Copy each line in the data below that contains the word "from".

AVAILABLE DATA:
*** Block opens ***

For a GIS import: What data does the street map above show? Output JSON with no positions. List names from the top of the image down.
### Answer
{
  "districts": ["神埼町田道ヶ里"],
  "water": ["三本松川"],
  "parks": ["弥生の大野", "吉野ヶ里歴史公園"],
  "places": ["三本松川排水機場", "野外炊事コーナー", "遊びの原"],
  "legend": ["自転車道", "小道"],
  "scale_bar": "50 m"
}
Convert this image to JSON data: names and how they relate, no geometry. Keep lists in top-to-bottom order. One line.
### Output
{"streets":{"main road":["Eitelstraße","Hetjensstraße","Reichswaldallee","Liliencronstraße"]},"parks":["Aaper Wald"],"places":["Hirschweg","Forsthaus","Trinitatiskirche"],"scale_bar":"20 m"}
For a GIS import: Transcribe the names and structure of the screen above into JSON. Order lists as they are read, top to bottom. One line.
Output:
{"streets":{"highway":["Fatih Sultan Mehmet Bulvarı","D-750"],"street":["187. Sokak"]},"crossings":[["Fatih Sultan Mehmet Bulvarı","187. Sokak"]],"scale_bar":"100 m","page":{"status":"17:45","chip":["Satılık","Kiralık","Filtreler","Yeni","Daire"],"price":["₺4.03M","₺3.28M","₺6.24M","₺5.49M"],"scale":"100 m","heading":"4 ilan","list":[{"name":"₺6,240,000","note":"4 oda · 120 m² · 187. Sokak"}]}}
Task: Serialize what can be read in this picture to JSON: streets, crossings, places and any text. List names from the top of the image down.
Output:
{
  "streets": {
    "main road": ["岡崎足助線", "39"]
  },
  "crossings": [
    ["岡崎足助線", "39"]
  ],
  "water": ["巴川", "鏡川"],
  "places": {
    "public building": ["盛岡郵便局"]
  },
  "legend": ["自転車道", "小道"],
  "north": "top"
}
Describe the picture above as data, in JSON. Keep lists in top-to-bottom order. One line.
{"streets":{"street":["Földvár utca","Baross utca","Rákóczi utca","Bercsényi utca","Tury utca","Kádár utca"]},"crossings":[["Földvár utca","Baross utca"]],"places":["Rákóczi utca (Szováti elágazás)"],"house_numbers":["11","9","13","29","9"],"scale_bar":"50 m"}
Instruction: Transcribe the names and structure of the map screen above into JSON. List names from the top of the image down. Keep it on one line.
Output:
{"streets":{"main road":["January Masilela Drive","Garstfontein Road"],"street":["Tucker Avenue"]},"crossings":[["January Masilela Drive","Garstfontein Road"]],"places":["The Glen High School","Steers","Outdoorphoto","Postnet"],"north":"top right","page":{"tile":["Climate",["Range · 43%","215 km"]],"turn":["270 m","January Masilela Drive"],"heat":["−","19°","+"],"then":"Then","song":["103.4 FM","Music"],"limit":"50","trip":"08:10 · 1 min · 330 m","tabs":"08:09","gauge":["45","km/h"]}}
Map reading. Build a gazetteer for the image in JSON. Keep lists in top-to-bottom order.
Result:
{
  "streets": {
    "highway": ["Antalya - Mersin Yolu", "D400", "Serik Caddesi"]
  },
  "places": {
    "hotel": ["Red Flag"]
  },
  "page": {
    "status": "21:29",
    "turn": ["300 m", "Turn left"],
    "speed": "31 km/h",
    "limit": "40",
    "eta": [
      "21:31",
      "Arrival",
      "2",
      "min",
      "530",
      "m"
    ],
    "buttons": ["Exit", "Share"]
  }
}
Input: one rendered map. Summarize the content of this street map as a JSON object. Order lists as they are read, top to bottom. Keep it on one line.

*** Block closes ***

ANSWER AREA:
For a GIS import: What data does the street map above show? Output JSON with no positions. List names from the top of the image down.
Task: Serialize what can be read in this picture to JSON: streets, crossings, places and any text. List names from the top of the image down.
Instruction: Transcribe the names and structure of the map screen above into JSON. List names from the top of the image down. Keep it on one line.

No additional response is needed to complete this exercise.